The precious metals market had already been witnessing heightened activity over the past few days. Market sentiment shifted significantly after Prime Minister Narendra Modi reportedly appealed to citizens to postpone non-essential gold jewellery purchases for the next one year. The statement immediately sparked discussions among investors and jewellery buyers, leading to uncertainty in the domestic market.
Soon after, the government announced a sharp increase in import duty on gold and silver. The revised policy raised import duty from 6% to 15%, making imported bullion substantially more expensive. Since India relies heavily on imported gold to meet domestic demand, the move has directly impacted local prices and investor sentiment.
Following the duty hike, gold and silver prices witnessed a strong upward rally. Gold prices reportedly climbed close to ₹1.62 lakh, while silver prices surged sharply and even approached the ₹3 lakh mark in certain trading segments. Market participants say the sudden jump reflects both policy-related concerns and global uncertainty driving safe-haven demand.
Experts believe geopolitical tensions are also adding fuel to the rally. Concerns surrounding the Strait of Hormuz — a strategically important shipping route for global oil and commodity trade — have contributed to negative market sentiment worldwide. Whenever geopolitical risks rise, investors often shift funds toward safer assets such as gold and silver, pushing prices higher.
According to commodity analysts, the combination of higher import duty, global uncertainty, inflation concerns, and cautious investor sentiment could keep precious metal prices elevated for some time. However, they also warn that sharp rallies can lead to short-term corrections, making disciplined investment strategies essential for retail investors.
For investors who want exposure to gold without purchasing physical jewellery or coins, Gold ETFs are increasingly becoming a preferred option. Gold Exchange Traded Funds allow investors to participate in gold price movements through the stock market without worrying about storage, purity, or making charges associated with physical gold.
Market experts suggest that investors should avoid panic buying after sudden price spikes. Instead, they recommend a staggered investment strategy through Gold ETFs. Analysts believe corrections or temporary pullbacks in gold prices could offer better entry opportunities for long-term investors.
Many wealth advisors are recommending a “buy-on-dips” approach rather than investing large amounts at current elevated levels. Investors are also being advised to diversify rather than putting all savings into precious metals alone. While gold remains a strong hedge against inflation and uncertainty, experts say balanced portfolios remain important in volatile economic conditions.
Silver is also attracting strong investor interest due to rising industrial demand and supply concerns. Apart from being a precious metal, silver is widely used in solar panels, electronics, electric vehicles, and industrial manufacturing. This dual role often makes silver prices more volatile compared to gold.
Jewellery demand, however, may witness temporary pressure due to rapidly rising prices. Many families are expected to delay purchases or shift toward lightweight jewellery options. At the same time, exchange schemes and old gold sales are becoming more popular as consumers try to manage higher prices.

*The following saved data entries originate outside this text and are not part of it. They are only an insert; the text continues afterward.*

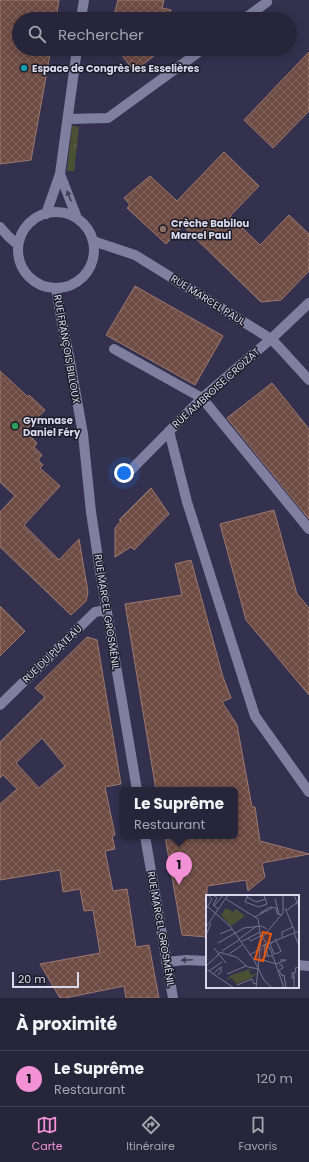 <!DOCTYPE html>
<html lang="fr">
<head>
<meta charset="utf-8">
<style>
	:root { --surface:#26253a; --page:#323145; --text:#f1f3f6; --muted:#a4a5af; --line:#424254; --accent:#f391d6 }
	body { margin:0; font-family:Poppins,sans-serif; background:var(--page); color:var(--text) }
	.scale { position:absolute; left:12px; bottom:10px; width:67px; box-sizing:border-box; padding-left:4px; border:2px solid #d9d9eb; border-top:0; font-size:11px; line-height:14px; white-space:nowrap; color:#d9d9eb; -webkit-text-stroke:3px #1c1b28; paint-order:stroke }
	.you { position:absolute; left:124px; top:473px; width:14px; height:14px; margin:-10px; border:3px solid #fff; border-radius:50%; background:#1a73e8; box-shadow:0 0 0 6px #1a73e833 }
	.badge { display:grid; place-items:center; width:26px; height:26px; border-radius:50%; background:var(--accent); color:#111; font-size:13px; font-weight:700 }
	.pin { position:absolute; translate:-50% -33px; filter:drop-shadow(0 1px 2px #0008) }
	.pin::after { content:''; position:absolute; top:21px; width:14px; height:12px; background:inherit; clip-path:polygon(0 0,100% 0,50% 100%) }
	.popup { position:absolute; left:120px; top:787px; width:118px; height:52px; box-sizing:border-box; display:grid; place-content:center; border-radius:6px; background:var(--surface); filter:drop-shadow(0 1px 3px #0005); font-size:13px; white-space:nowrap; color:var(--muted) }
	.popup b { font-size:15px; color:var(--text) }
	.popup::after { content:''; position:absolute; left:50%; top:100%; margin-left:-8px; border:8px solid transparent; border-top-color:var(--surface) }
	.list { margin:0; padding:0; list-style:none }
	h2 { display:flex; justify-content:space-between; align-items:center; height:52px; margin:0; padding:0 16px; font-size:17px }
	h2 small { font-size:13px; font-weight:400; color:var(--muted) }
	.list li { display:grid; grid-template-columns:26px 1fr auto; gap:12px; align-items:center; box-sizing:border-box; height:56px; padding:0 16px; border-top:1px solid var(--line) }
	.list b { display:block; font-size:15px; white-space:nowrap }
	.list p { margin:0; font-size:13px; white-space:nowrap; color:var(--muted) }
	.list em { font-size:13px; font-style:normal; color:var(--muted) }
	.icon { flex:none; width:22px; height:22px; fill:none; stroke:currentColor; stroke-width:2; stroke-linecap:round; stroke-linejoin:round }
	.map { position:relative; flex:none; width:309px; height:998px; overflow:hidden }
	.search { position:absolute; background:var(--surface); box-shadow:0 2px 10px #0003; left:12px; right:12px; top:12px; height:44px; display:flex; align-items:center; gap:10px; box-sizing:border-box; padding:0 14px; border-radius:22px; color:var(--muted); font-size:15px }
	.sheet { height:108px; background:var(--surface) }
	nav { display:flex; justify-content:space-around; align-items:center; box-sizing:border-box; height:56px; border-top:1px solid var(--line); background:var(--surface); font-size:11px; color:var(--muted) }
	nav a { display:grid; justify-items:center; gap:2px }
	nav .on { color:var(--accent) }
	.map>svg:first-child { display:block }
	.grass { fill:url(#grass-tufts) }
	.building { fill:url(#building-cross-hatch); stroke:#9d786f; fill-rule:evenodd }
	.lines { fill:none; stroke-linecap:round; stroke-linejoin:round }
	.pedestrian { stroke:#807fa0; stroke-width:10 }
	.minor { stroke:#807fa0; stroke-width:10 }
	.tertiary { stroke:#807fa0; stroke-width:10 }
	.oneway { fill:#3f3e52 }
	.culture-dot { fill:#0f9aa8; stroke:#1c1b28; stroke-width:1.5 }
	.education-dot { fill:#8d6e63; stroke:#1c1b28; stroke-width:1.5 }
	.leisure-dot { fill:#2e9e5b; stroke:#1c1b28; stroke-width:1.5 }
	.labels { text-anchor:middle; dominant-baseline:central; stroke-width:3; stroke-linejoin:round; paint-order:stroke }
	.poi-label { font-size:10px; font-weight:bold; fill:#d9d9eb; stroke:#1c1b28; text-anchor:start }
	.street-label { font-size:10px; fill:#d9d9eb; stroke:#1c1b28 }
	.inset-road { fill:none; stroke:#75748d; stroke-width:1 }
	.view { fill:#e8590c; fill-opacity:0.15; stroke:#e8590c; stroke-width:2 }
	.inset-edge { fill:none; stroke:#d9d9eb; stroke-width:2 }
</style>
</head>
<body>
<div class="map">
<svg width="309" height="998" viewBox="0 0 309 998">
	<defs>
		<pattern id="grass-tufts" width="24" height="20" patternUnits="userSpaceOnUse"><rect width="24" height="20" fill="#4b4f33"/><path d="M3 7l-1-3M5 7V3M7 7l1-3M15 17l-1-3M17 17v-4M19 17l1-3" fill="none" stroke="#646851"/></pattern>
		<pattern id="building-cross-hatch" width="8" height="8" patternUnits="userSpaceOnUse"><rect width="8" height="8" fill="#6e4b43"/><path d="M0 0l8 8M0 8l8-8" fill="none" stroke="#82645e"/></pattern>
	</defs>
	<rect width="100%" height="100%" fill="#33314e"/>
	<path class="grass" d="M72,126L79,127L74,171H67Z"/>
	<path class="building" d="M0,0H59L56,19H19V49H51L31,160L0,164Z
		M118,0H164L162,8L171,10L169,19H113Z
		M112,49H163L134,71L118,50Z
		M309,52V111L273,148L244,120Z
		M224,152L259,186L230,216L260,245L289,215L309,234V271L281,300L261,302L183,226L166,244L127,208L130,205L124,198L150,176L177,201Z
		M135,286L223,336L195,385L106,335Z
		M0,371L28,397L29,395L45,410L25,431L37,443L34,447L42,455L38,460L43,465L40,468L60,486L24,525L59,560L79,539L88,592L86,601L71,615L0,547V512L15,496L0,482Z
		M272,383L309,429V519L227,418Z
		M151,488L169,514L134,550L131,547L115,557V528L121,521L119,520Z
		M274,510L297,594L309,608V695L246,620L220,524Z
		M191,560L223,677L231,698L222,702L237,725L252,807H255L260,841L309,854L262,863L265,877L248,891L246,880L207,886V937L182,935L165,836H235V790H179V787L156,790L125,604L182,595L175,564Z
		M0,606L25,631L0,656Z
		M87,637L97,640L121,784L105,787L115,835H112L115,849L105,851L113,891L127,889L136,947L149,945L159,998H126L124,986L65,998H60L40,964L100,953L93,910L84,911L80,889L63,892L60,870L0,880V804L17,789L3,775L0,778V742L45,697L35,688ZM42,738L65,766L39,788L16,763Z"/>
	<g class="lines">
		<path class="pedestrian" d="M114,349L202,398L309,529
			M169,431L187,502L255,716L309,792
			M125,476L202,398L271,339"/>
		<path class="minor" d="M244,19L267,2L266,0
			M68,119L108,118L203,49
			M0,227L8,236L18,245
			M93,241L135,255L271,339L279,347L309,380
			M271,339L309,303
			M0,705L95,612L107,610
			M166,962L186,960L207,961
			M298,965L309,966"/>
		<path class="tertiary" d="M81,19L84,0
			M60,174L77,218
			M18 250a38 38 0 1 1 76 0a38 38 0 1 1-76 0Z
			M46,214L60,174L77,49
			M56,288L62,323L69,356L83,434L91,512L100,571L137,790
			M145,836L173,998"/>
	</g>
	<defs><path id="oneway-solid" d="M-6-.8H1V-3.2L6.5 0L1 3.2V.8H-6Z"/></defs>
	<g class="oneway">
		<use href="#oneway-solid" transform="translate(69 196) rotate(-112)"/>
		<use href="#oneway-solid" transform="translate(187 960) rotate(178)"/>
	</g>
	<circle class="culture-dot" cx="24" cy="68" r="4"/>
	<circle class="education-dot" cx="163" cy="229" r="4"/>
	<circle class="leisure-dot" cx="15" cy="426" r="4"/>
	<g class="labels">
		<g class="poi-label">
			<text x="32" y="68">Espace de Congrès les Esselières</text>
			<text x="171" y="223">Crèche Babilou<tspan x="171" dy="12">Marcel Paul</tspan></text>
			<text x="23" y="420">Gymnase<tspan x="23" dy="12">Daniel Féry</tspan></text>
		</g>
		<g class="street-label">
			<text transform="translate(208 300) rotate(32)">RUE MARCEL PAUL</text>
			<text transform="translate(67 349) rotate(80)">RUE FRANÇOIS BILLOUX</text>
			<text transform="translate(216 388) rotate(-42)">RUE AMBROISE CROIZAT</text>
			<text transform="translate(107 612) rotate(81)">RUE MARCEL GROSMÉNIL</text>
			<text transform="translate(52 654) rotate(-44)">RUE DU PLATEAU</text>
			<text transform="translate(161 929) rotate(80)">RUE MARCEL GROSMÉNIL</text>
		</g>
	</g>
	<g transform="translate(206 895)">
		<rect width="93" height="93" fill="#33314e"/>
		<path d="M47,73L43,76L45,80L51,78L46,83L30,89L26,83L20,85L25,80Z" fill="#4b4f33"/>
		<path d="M20,13L27,17L30,14L39,21L25,31L15,20Z" fill="#4b4f33"/>
		<path class="inset-road" d="M7,0L11,3L7,10L12,14M42,0L39,7L53,12L61,9L58,0M88,0L93,12M41,2L50,7L60,4M20,4L52,24L55,44M69,4L73,19M0,10L24,31L48,65L58,85L66,93M8,11L17,0M79,13L89,37M0,14L6,4L2,0M80,16L93,6M54,18L64,12L70,13L71,19L76,20M49,22L66,13M0,32L22,0M88,38L93,51M14,39L26,34M0,40L5,28M76,42V37L87,32M42,43L45,46L54,41M57,43L65,56L78,93M33,44L51,31M69,44L75,56L72,58M35,47L54,37M67,47L64,49L68,59L72,58M12,48L38,33L55,31L61,34M59,49L62,61M58,50L59,61H66M56,51L93,36M8,53L20,68M16,56L33,45M13,57L30,62L42,72L53,74M23,59L36,50M43,60L55,54M54,64L70,69M70,69L80,65H74M73,70H76L77,73L73,75L76,81L78,80L80,93M0,71L13,59M0,74L28,93M3,76L16,67M88,78V93M7,79L15,72V77L12,80M21,79L40,71M89,83H86V78L90,77L89,73L93,72M31,90L46,84L48,89L51,88M50,93L55,44L77,18V0"/>
		<path class="view" d="M57,37L65,39L57,66L49,64Z"/>
		<rect width="93" height="93" class="inset-edge"/>
	</g>
</svg>
<div class="scale">20 m</div>
<div class="you"></div>
<div class="pin badge" style="left:179px;top:885px">1</div>
<div class="popup"><b>Le Suprême</b>Restaurant</div>
<div class="search"><svg class="icon" aria-label="search" viewBox="0 0 24 24"><circle cx="10" cy="10" r="6"/><path d="M15 15l6 6"/></svg>Rechercher</div>
</div>
<section class="sheet">
<h2>À proximité<small></small></h2>
<ul class="list">
<li><span class="badge">1</span><div><b>Le Suprême</b><p>Restaurant</p></div><em>120 m</em></li>
</ul>
</section>
<nav>
<a class="on"><svg class="icon" aria-label="map" viewBox="0 0 24 24"><path d="M3 6l6-2 6 2 6-2v14l-6 2-6-2-6 2zM9 4v14M15 6v14"/></svg>Carte</a>
<a><svg class="icon" aria-label="directions" viewBox="0 0 24 24"><path d="M12 3l9 9-9 9-9-9zM9 14v-3h6M13 9l2 2-2 2"/></svg>Itinéraire</a>
<a><svg class="icon" aria-label="saved" viewBox="0 0 24 24"><path d="M7 4h10v16l-5-4-5 4z"/></svg>Favoris</a>
</nav>
</body>
</html>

Analysts believe investors should closely monitor international market trends, central bank policies, inflation data, and geopolitical developments before making aggressive investment decisions. Any major global event can quickly impact bullion prices in either direction.

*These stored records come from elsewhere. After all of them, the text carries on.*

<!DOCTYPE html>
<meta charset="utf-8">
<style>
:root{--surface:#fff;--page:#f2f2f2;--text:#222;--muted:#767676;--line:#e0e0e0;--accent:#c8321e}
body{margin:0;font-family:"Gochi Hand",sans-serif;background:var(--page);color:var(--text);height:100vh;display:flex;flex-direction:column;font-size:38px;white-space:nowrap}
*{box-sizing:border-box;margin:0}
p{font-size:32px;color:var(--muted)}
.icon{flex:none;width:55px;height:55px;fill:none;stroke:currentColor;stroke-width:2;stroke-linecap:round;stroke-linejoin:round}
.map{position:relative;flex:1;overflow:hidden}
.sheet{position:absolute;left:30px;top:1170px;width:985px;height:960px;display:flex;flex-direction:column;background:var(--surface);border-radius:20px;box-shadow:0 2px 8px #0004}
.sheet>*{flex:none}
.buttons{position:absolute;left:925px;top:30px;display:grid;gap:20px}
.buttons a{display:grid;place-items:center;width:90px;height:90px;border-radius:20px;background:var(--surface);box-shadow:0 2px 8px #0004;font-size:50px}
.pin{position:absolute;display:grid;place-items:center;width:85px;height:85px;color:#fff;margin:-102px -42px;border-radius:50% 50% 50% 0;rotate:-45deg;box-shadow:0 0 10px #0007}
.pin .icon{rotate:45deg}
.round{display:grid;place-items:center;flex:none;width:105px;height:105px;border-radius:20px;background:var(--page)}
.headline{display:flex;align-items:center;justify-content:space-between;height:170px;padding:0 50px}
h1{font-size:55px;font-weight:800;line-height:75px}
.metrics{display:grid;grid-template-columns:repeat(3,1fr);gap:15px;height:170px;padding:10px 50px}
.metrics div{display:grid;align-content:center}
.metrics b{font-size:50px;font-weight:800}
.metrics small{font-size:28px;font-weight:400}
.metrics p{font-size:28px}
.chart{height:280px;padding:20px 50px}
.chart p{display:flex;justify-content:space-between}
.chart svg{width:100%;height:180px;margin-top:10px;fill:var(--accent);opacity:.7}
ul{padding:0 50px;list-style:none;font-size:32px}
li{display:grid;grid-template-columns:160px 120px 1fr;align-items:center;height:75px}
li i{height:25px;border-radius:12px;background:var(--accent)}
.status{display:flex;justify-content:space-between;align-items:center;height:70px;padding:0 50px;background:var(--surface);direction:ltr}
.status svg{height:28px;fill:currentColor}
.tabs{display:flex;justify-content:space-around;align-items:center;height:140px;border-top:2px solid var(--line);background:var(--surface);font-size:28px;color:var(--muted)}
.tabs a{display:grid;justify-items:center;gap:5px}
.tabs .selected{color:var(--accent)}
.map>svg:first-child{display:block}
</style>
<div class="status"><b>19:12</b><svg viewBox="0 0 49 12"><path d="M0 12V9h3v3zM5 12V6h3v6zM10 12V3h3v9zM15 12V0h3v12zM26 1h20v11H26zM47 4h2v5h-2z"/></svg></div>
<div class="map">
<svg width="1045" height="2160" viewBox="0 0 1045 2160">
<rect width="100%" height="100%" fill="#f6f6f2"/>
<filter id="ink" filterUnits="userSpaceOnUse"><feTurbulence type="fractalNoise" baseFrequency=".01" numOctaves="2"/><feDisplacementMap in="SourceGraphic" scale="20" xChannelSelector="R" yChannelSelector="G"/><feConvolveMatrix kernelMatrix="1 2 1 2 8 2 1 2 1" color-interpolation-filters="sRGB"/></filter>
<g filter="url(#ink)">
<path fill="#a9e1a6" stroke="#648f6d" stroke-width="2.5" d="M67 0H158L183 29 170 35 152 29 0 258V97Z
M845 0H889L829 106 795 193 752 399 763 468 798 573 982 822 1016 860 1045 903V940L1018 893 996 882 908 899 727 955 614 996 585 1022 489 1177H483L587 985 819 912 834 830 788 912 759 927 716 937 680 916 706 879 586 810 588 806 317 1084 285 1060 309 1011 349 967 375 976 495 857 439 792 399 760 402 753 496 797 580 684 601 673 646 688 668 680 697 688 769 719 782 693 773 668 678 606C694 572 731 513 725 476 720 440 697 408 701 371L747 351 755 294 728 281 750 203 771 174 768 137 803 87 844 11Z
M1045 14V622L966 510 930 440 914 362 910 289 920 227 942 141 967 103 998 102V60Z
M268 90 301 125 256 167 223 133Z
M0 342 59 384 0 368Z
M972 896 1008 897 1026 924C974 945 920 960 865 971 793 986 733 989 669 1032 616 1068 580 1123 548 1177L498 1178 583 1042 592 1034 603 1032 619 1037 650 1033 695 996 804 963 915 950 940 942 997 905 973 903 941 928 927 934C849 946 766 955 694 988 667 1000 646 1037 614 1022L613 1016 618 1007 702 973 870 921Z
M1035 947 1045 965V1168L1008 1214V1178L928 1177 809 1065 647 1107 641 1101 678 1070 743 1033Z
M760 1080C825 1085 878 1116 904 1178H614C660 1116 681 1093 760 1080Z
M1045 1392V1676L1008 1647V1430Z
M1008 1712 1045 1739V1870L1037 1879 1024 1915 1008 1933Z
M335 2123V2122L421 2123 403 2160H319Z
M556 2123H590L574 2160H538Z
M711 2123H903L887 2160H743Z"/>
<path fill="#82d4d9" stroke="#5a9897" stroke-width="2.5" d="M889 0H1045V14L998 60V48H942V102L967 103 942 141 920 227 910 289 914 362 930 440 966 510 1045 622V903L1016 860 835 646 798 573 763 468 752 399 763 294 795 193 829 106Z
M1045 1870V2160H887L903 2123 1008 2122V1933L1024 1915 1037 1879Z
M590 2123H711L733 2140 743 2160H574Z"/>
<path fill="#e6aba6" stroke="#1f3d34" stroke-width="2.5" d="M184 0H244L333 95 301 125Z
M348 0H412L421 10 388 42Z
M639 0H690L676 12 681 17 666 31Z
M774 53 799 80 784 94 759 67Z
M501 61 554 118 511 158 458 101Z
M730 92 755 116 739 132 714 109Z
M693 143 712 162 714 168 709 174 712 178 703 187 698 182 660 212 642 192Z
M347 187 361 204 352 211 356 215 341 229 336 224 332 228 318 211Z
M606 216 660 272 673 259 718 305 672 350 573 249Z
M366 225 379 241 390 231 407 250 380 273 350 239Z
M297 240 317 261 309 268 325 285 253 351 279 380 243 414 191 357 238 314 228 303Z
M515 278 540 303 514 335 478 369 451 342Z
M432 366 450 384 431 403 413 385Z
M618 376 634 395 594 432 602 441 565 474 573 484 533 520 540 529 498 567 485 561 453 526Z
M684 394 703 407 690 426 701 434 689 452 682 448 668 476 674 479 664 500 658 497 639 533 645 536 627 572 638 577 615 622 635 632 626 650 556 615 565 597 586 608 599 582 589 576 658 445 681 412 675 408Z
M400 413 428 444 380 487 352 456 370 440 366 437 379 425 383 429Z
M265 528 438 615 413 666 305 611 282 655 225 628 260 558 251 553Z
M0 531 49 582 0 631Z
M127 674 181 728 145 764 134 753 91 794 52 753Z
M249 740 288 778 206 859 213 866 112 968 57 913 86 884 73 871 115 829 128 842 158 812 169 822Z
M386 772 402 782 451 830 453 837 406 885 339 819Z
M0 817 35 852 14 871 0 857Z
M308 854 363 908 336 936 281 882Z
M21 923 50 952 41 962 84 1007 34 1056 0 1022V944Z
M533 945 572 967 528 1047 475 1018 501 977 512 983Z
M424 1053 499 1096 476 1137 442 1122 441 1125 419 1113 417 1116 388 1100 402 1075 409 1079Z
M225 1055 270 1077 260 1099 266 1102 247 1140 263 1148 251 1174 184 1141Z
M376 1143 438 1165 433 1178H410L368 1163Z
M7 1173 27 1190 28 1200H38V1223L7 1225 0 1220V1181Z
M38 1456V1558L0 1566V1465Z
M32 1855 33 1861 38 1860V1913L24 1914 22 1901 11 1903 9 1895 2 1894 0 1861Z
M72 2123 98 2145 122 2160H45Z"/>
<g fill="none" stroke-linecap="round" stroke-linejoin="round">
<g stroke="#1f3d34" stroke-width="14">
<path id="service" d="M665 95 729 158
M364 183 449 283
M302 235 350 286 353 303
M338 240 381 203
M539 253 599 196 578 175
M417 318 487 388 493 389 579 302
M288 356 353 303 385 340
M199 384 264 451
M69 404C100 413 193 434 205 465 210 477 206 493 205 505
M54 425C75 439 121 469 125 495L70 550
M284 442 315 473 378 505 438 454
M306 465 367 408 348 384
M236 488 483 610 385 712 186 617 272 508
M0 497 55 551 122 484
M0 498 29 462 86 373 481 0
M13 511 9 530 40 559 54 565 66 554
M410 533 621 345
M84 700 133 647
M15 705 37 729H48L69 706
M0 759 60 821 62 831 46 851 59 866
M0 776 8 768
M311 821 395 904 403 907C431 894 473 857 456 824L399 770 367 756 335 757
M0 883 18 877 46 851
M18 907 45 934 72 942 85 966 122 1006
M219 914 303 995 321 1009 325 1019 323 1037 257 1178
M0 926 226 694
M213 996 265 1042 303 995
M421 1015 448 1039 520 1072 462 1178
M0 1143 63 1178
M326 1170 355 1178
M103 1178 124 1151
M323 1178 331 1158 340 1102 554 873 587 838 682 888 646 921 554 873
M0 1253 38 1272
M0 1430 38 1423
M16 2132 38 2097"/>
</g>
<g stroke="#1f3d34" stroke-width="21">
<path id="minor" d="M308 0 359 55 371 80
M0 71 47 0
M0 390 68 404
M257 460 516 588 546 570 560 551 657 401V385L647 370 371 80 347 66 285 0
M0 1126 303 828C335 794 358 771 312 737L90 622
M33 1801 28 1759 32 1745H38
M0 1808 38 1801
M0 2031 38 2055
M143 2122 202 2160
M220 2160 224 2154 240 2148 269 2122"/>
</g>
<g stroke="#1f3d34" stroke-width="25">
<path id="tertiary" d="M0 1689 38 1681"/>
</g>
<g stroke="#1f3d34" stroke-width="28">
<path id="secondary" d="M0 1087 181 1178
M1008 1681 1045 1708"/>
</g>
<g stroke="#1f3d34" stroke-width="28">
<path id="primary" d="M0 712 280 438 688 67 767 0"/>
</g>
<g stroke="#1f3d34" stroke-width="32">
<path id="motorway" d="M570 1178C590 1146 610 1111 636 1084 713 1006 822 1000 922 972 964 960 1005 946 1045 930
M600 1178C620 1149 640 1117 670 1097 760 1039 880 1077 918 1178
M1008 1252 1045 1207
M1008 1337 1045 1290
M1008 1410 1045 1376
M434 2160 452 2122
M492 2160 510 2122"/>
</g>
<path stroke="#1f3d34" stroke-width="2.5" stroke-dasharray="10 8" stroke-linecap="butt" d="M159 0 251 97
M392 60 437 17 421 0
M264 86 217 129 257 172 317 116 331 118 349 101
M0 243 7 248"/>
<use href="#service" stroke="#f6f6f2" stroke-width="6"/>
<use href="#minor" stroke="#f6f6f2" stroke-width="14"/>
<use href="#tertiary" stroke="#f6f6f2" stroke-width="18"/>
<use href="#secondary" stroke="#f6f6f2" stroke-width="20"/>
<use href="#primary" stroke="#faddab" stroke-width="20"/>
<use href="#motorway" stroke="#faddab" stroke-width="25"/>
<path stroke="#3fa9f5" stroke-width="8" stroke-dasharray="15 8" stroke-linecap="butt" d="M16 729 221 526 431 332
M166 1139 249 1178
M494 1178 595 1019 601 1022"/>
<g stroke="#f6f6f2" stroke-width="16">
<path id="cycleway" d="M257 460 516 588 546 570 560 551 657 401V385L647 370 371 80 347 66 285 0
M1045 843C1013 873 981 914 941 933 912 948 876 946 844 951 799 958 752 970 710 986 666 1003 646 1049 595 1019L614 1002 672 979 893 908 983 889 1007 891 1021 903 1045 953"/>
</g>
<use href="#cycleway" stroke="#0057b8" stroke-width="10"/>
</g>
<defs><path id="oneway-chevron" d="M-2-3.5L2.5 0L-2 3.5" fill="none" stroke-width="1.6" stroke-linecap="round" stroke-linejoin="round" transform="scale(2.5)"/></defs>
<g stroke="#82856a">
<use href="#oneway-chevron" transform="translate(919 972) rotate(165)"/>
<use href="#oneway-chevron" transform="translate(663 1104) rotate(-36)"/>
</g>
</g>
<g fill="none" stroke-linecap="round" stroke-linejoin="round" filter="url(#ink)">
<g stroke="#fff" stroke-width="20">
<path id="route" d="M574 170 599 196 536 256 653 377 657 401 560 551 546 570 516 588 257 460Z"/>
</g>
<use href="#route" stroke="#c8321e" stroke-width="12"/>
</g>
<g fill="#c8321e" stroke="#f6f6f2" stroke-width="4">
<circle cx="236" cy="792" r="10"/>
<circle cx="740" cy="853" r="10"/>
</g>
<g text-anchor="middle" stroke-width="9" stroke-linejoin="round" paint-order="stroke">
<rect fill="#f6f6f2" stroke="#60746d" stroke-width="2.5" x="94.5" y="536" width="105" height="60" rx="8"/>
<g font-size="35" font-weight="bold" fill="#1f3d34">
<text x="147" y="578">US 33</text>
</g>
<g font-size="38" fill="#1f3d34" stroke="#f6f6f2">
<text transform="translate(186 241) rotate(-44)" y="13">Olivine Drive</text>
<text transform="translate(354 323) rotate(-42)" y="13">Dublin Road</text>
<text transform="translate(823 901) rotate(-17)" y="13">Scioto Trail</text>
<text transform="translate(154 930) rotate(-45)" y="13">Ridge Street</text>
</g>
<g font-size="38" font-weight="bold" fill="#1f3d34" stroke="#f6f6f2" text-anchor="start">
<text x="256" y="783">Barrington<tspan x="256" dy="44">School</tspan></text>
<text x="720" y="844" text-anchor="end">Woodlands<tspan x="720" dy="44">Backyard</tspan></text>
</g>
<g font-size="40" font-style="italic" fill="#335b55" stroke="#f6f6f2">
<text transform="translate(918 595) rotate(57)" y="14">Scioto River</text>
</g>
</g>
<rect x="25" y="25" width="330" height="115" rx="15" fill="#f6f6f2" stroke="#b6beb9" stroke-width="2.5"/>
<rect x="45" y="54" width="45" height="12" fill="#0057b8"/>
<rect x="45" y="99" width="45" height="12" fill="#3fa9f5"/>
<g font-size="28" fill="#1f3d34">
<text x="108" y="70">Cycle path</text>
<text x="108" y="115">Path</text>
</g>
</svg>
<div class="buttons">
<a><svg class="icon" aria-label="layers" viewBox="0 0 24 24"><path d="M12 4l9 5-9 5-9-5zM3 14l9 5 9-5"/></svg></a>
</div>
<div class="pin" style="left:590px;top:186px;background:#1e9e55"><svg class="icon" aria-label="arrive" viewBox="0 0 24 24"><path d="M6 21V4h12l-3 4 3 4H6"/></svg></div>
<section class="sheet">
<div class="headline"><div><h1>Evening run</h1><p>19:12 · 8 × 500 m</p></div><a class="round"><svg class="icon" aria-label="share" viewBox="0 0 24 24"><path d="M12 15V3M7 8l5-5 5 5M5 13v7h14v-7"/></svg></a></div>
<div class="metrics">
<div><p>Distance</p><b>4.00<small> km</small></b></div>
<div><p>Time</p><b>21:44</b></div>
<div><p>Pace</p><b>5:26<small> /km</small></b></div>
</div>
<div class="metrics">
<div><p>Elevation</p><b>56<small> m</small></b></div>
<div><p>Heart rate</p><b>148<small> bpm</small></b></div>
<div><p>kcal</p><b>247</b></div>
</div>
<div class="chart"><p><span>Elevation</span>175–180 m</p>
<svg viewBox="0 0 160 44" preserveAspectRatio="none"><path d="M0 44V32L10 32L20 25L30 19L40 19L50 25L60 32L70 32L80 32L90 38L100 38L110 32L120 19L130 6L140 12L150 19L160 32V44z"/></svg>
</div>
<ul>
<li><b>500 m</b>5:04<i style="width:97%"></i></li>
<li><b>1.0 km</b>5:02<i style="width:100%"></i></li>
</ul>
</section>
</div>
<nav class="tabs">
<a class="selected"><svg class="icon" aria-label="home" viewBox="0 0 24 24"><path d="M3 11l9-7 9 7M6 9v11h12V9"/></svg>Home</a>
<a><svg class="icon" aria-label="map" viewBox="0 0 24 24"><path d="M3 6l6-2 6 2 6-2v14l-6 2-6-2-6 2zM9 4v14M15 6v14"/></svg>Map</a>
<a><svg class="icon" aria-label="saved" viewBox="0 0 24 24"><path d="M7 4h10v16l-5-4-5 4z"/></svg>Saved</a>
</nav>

Despite short-term volatility, many experts continue to view gold as an important long-term asset for wealth preservation. Gold ETFs, sovereign gold bonds, and systematic investment approaches are being increasingly recommended for investors seeking safer exposure to the precious metals market without the risks associated with physical storage.
As the government’s latest policy changes reshape the bullion market, investors are expected to remain cautious but active. With both domestic and international factors influencing prices, the coming months could remain highly important for gold and silver investors across India.